EXCN2022: European Workshop on Cognitive Neuropsychology, Bressanone (OnlyOnline)

The majority of the new words that we learn everyday as adults are morphologically complex; yet, we don’t know much about the role of morphology in novel word learning. A recent study by Ginestet et al. (2020) showed that morphological structure: (i) facilitates processing of complex nonwords (RElerbER) compared to simple ones (pelerble) in early stages of processing; (ii) shows mixed ef ects when it comes to orthographic learning.

Letter co-occurrence statistics affects individual letter identification

Date: 

November, 2021

Venue: 

62nd Annual Meeting of the Psychonomic Society, Virtual, November 4-7, 2021

Reading involves an interaction of linguistic and perceptual processes, in which top-down, lexical knowledge aids letter perception. Does such facilitation interact with letter co-occurrence regularities? Skilled readers were briefly exposed to strings of five consonants; critically, letters in position 2 and 4 were embedded in either high (L in e.g., GLVTZ) or low (e.g., NLRTZ) transitional probability (TP) triplets. When presented with two strings differing by the critical letter (GLVTZ vs.

Temporal dynamics of semantic processing in sensorimotor convergence zones

Date: 

November, 2021

Venue: 

Neurocog 2021, Louvain-la-Neuve, Belgium, November 23-24 2021

Conceptual representation routinely draws upon modality-specific information: a bear is fast and noisy; a lemon is yellow and rounded. Understanding where and when this information converges in the brain is fundamental to a complete understanding of semantic knowledge.
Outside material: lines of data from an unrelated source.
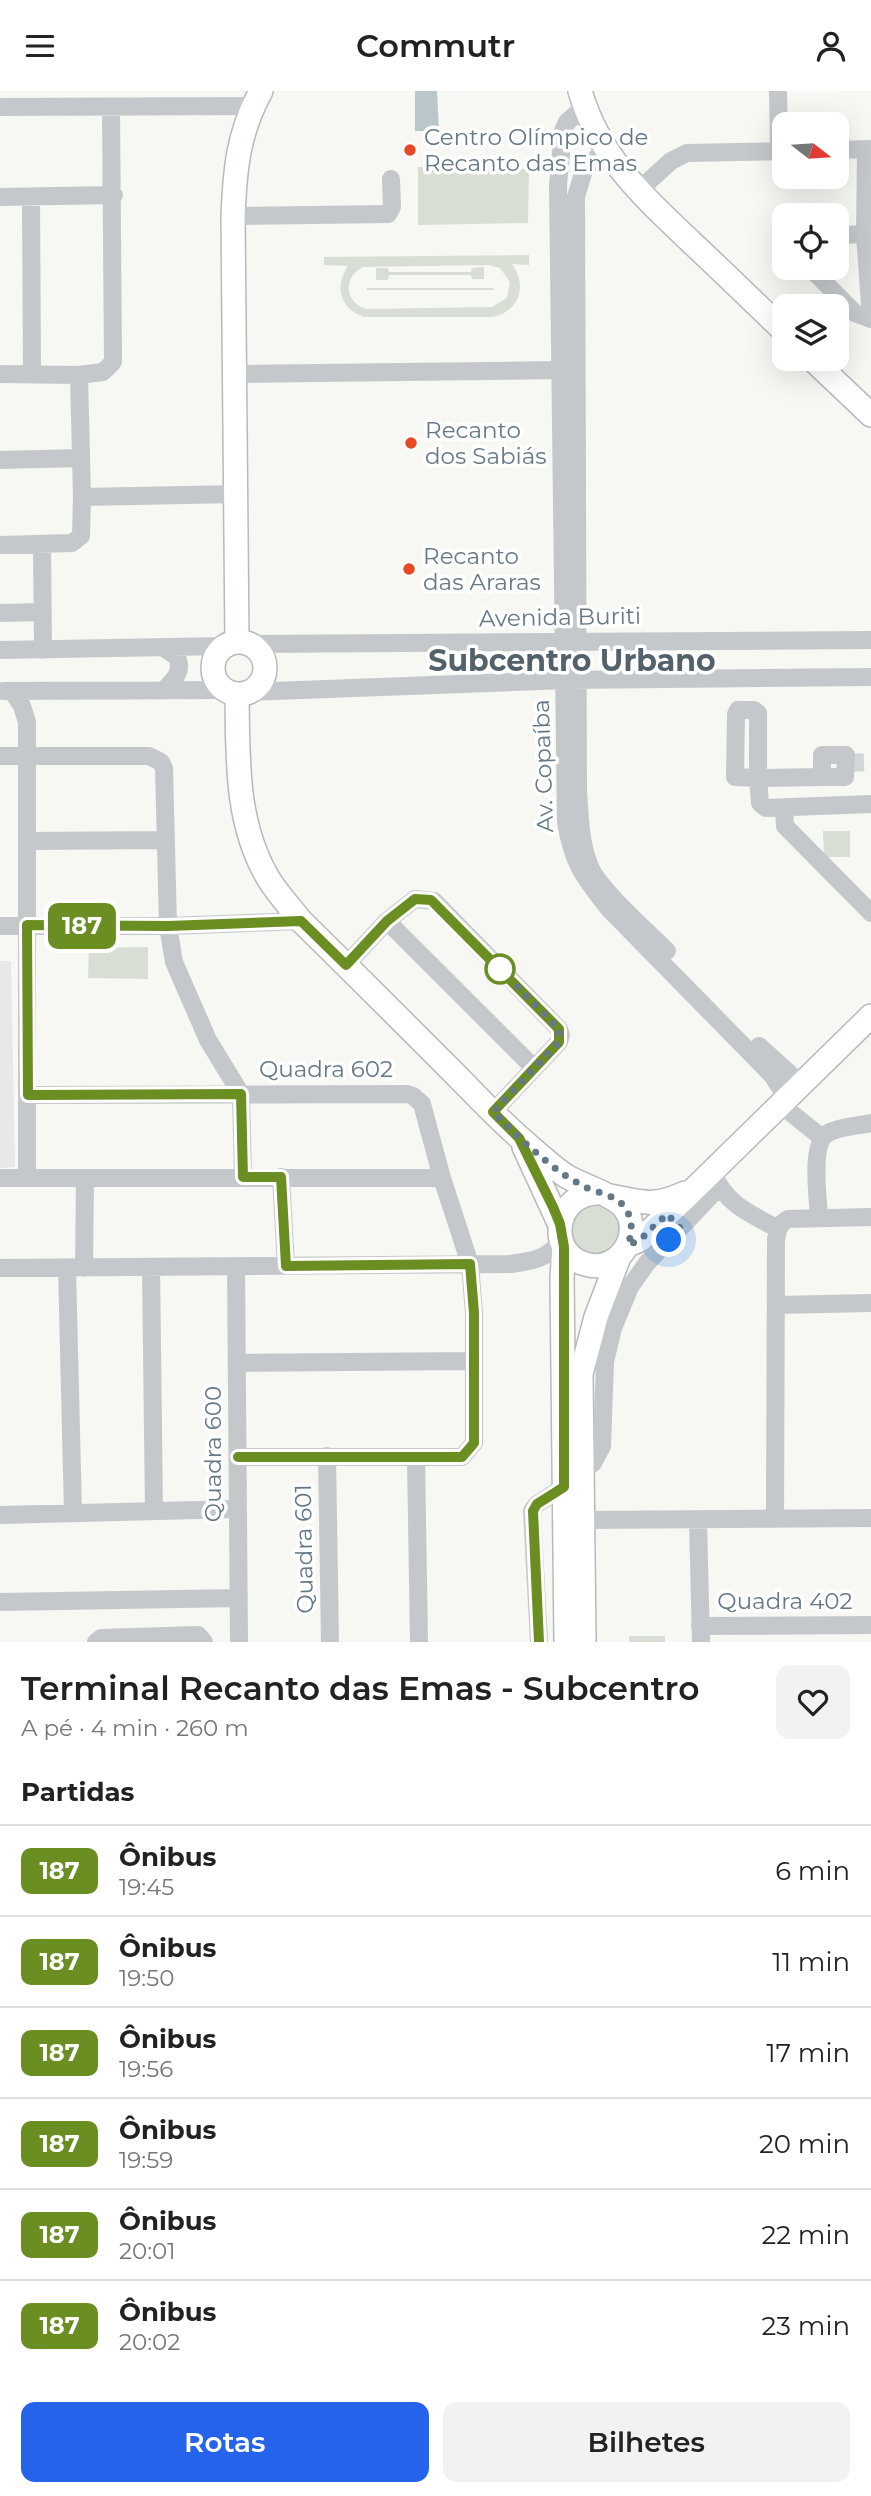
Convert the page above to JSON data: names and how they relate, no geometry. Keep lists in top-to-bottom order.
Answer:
{
  "streets": {
    "street": [
      "Avenida Buriti",
      "Av. Copaíba",
      "Quadra 602",
      "Quadra 600",
      "Quadra 601",
      "Quadra 402"
    ]
  },
  "crossings": [
    ["Avenida Buriti", "Av. Copaíba"],
    ["Quadra 602", "Quadra 600"],
    ["Quadra 602", "Quadra 601"]
  ],
  "districts": ["Subcentro Urbano"],
  "places": ["Centro Olímpico de Recanto das Emas", "Recanto dos Sabiás", "Recanto das Araras"],
  "lines": ["bus line 187"],
  "north": "right",
  "page": {
    "header": "Commutr",
    "on_map": "187",
    "heading": [
      ["Terminal Recanto das Emas - Subcentro", "A pé · 4 min · 260 m"],
      "Partidas"
    ],
    "list": [
      {
        "mark": "187",
        "name": "Ônibus",
        "note": "19:45",
        "value": "6 min"
      },
      {
        "mark": "187",
        "name": "Ônibus",
        "note": "19:50",
        "value": "11 min"
      },
      {
        "mark": "187",
        "name": "Ônibus",
        "note": "19:56",
        "value": "17 min"
      },
      {
        "mark": "187",
        "name": "Ônibus",
        "note": "19:59",
        "value": "20 min"
      },
      {
        "mark": "187",
        "name": "Ônibus",
        "note": "20:01",
        "value": "22 min"
      },
      {
        "mark": "187",
        "name": "Ônibus",
        "note": "20:02",
        "value": "23 min"
      }
    ],
    "buttons": ["Rotas", "Bilhetes"]
  }
}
Neuroimaging studies have identified several ‘convergence zones’ which handle semantic information from different modalities, but further data on when information converges is vital to illuminate the role these regions play in comprehension.
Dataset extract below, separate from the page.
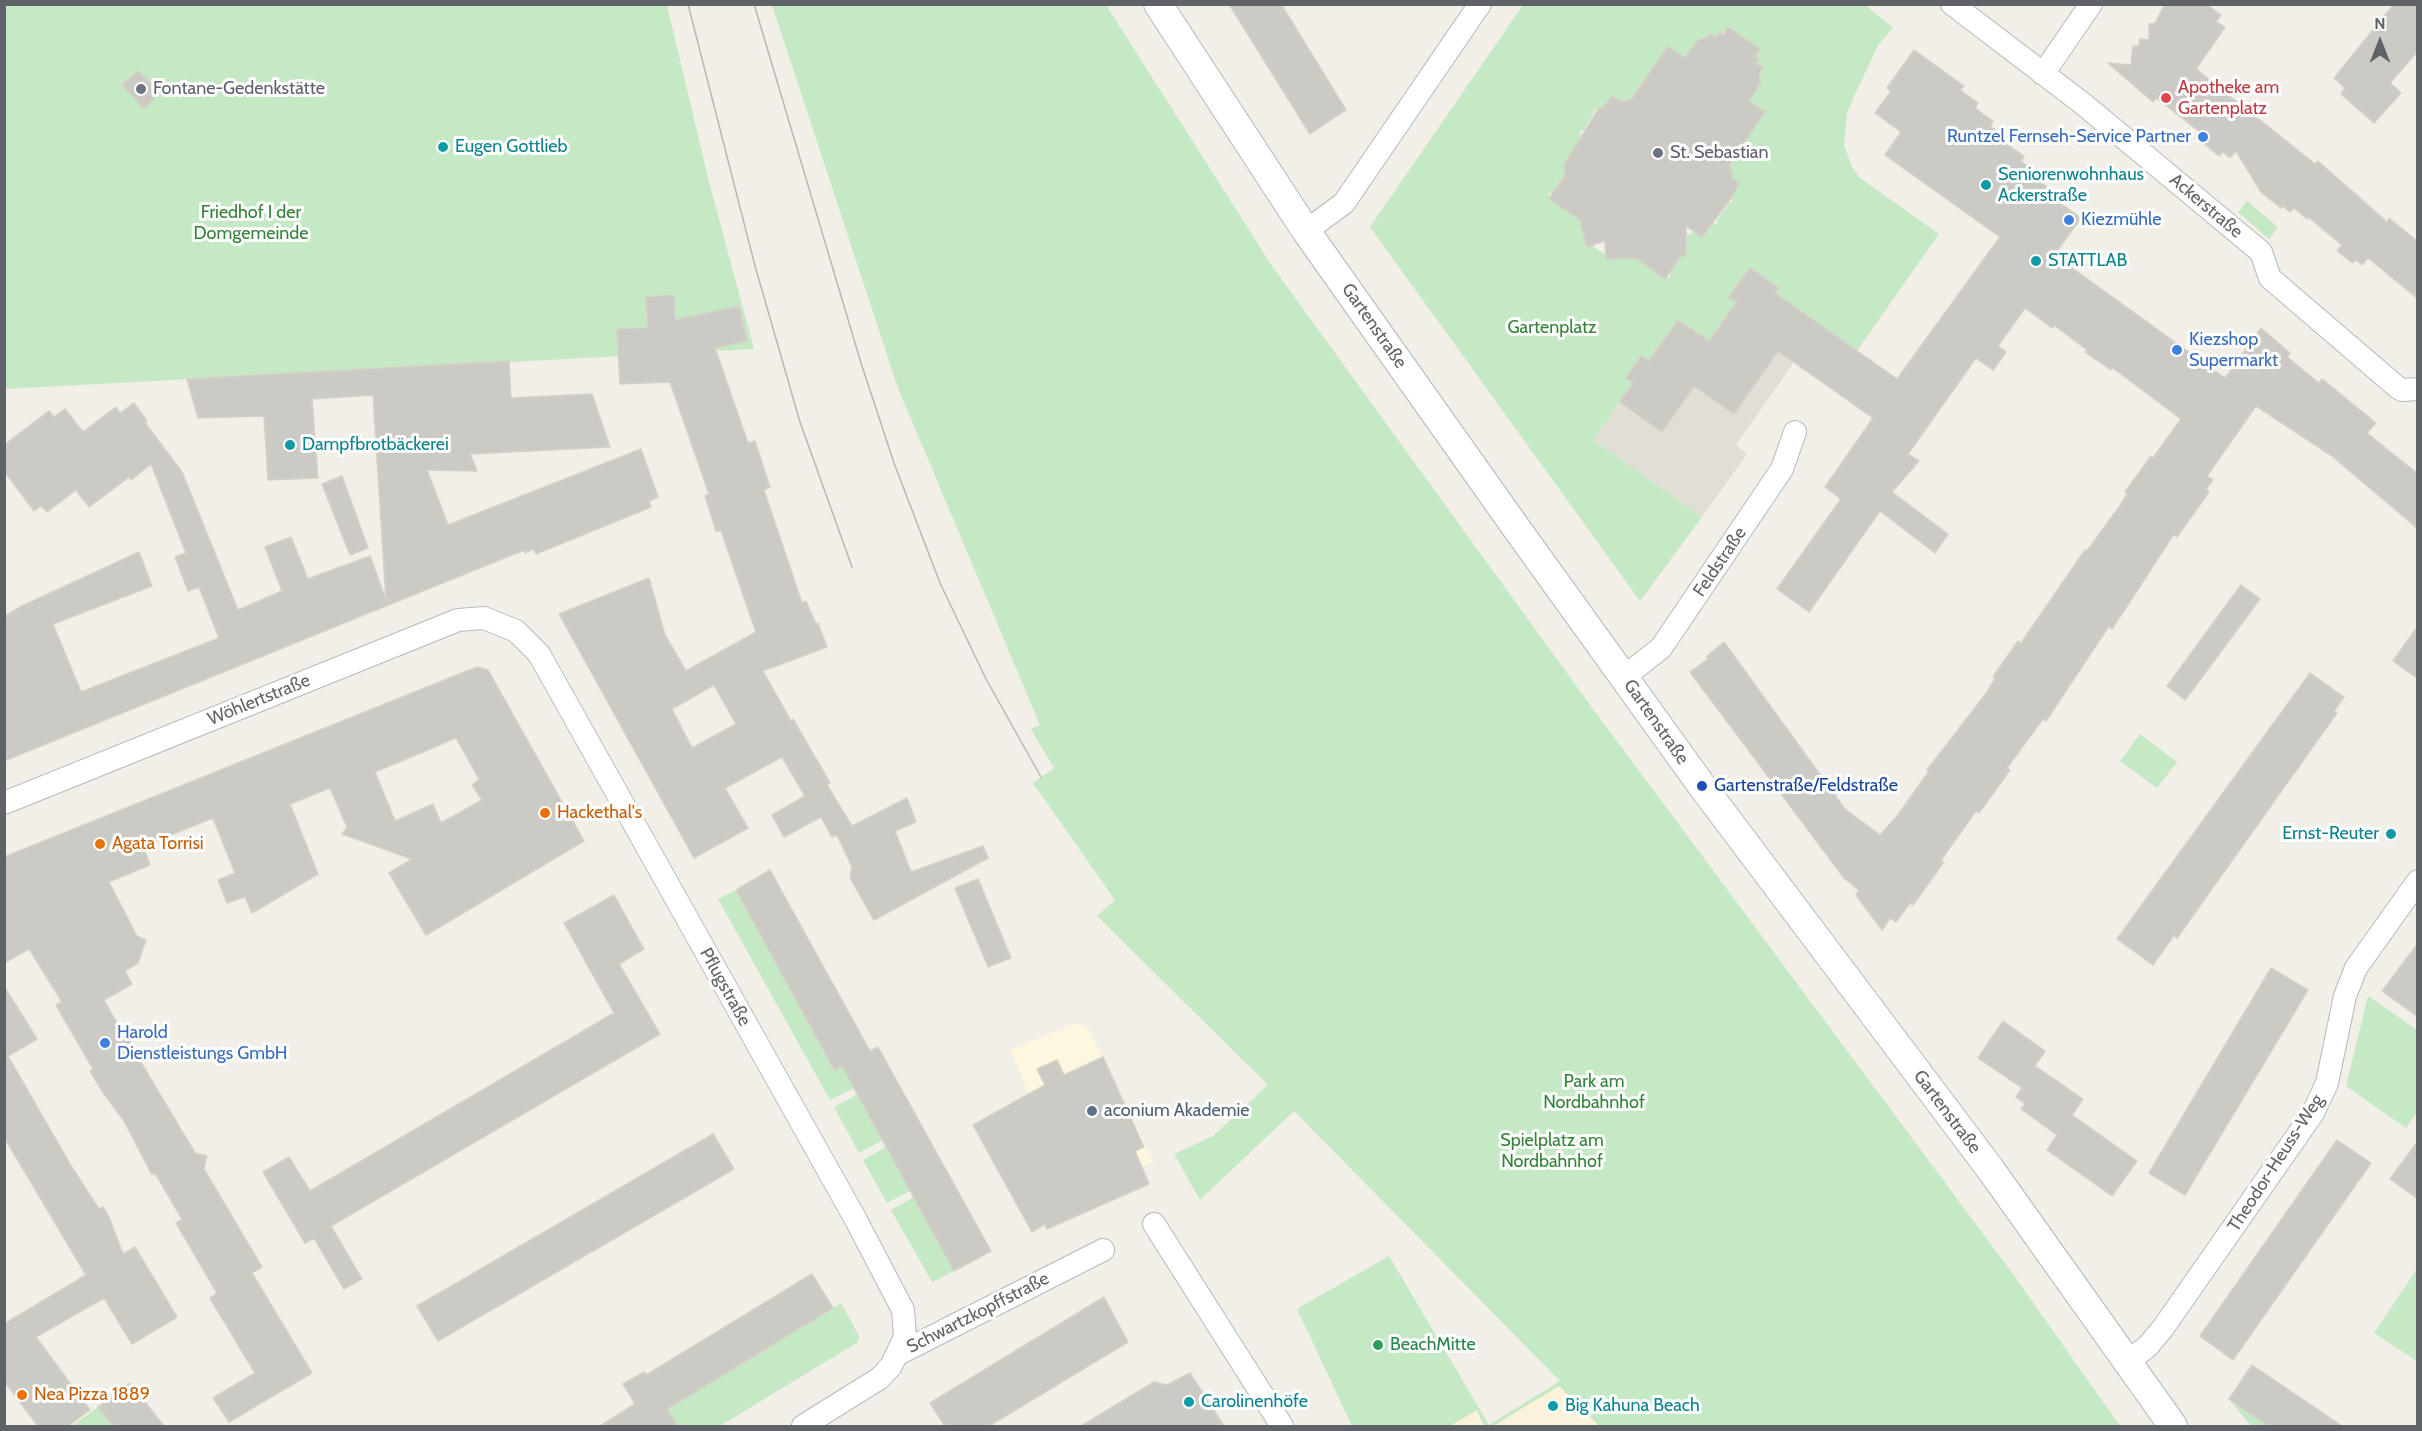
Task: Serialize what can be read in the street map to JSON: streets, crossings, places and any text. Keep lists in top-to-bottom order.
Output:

Anything special about visual word identification?

Date: 

February, 2021

Venue: 

Department talk at the Institut du Cerveau, Paris

Cross-word priming during sentence reading

Date: 

January, 2021

Venue: 

Congress of the Experimental Psychology Society, UK

There is little contact between theories of individual word identification and sentence processing models. In this talk, I present a study, led by Katarina Marjanovic and carried out in collaboration with Yamil Vidal, where we tried to bridge this gap by assessing cross-word priming during natural reading. By combining eye tracking and EEG, we found that cross-word semantic priming (“…the cat and the dog…” vs. “…the table and the dog…”) is solid and strong, both in eye tracking metrics and in Fixated-Related Potentials (FRPs). This is not the case for morphological priming (“…the cat and the dog…” vs. “…the cats and the dog…”), which doesn’t seem to emerge in sentence context.

Automatic morpheme identification in reading development: MEG evidence from Fast Periodic Visual Stimulation

Date: 

October, 2020

Venue: 

Society for the Neurobiology of Language (SNL) Annual Meeting, virtual edition, October 21-24, 2020

Morphemes are the smallest linguistic units that carry meaning (e.g., a complex word such as artist is composed of a stem, art-, and a suffix, -ist).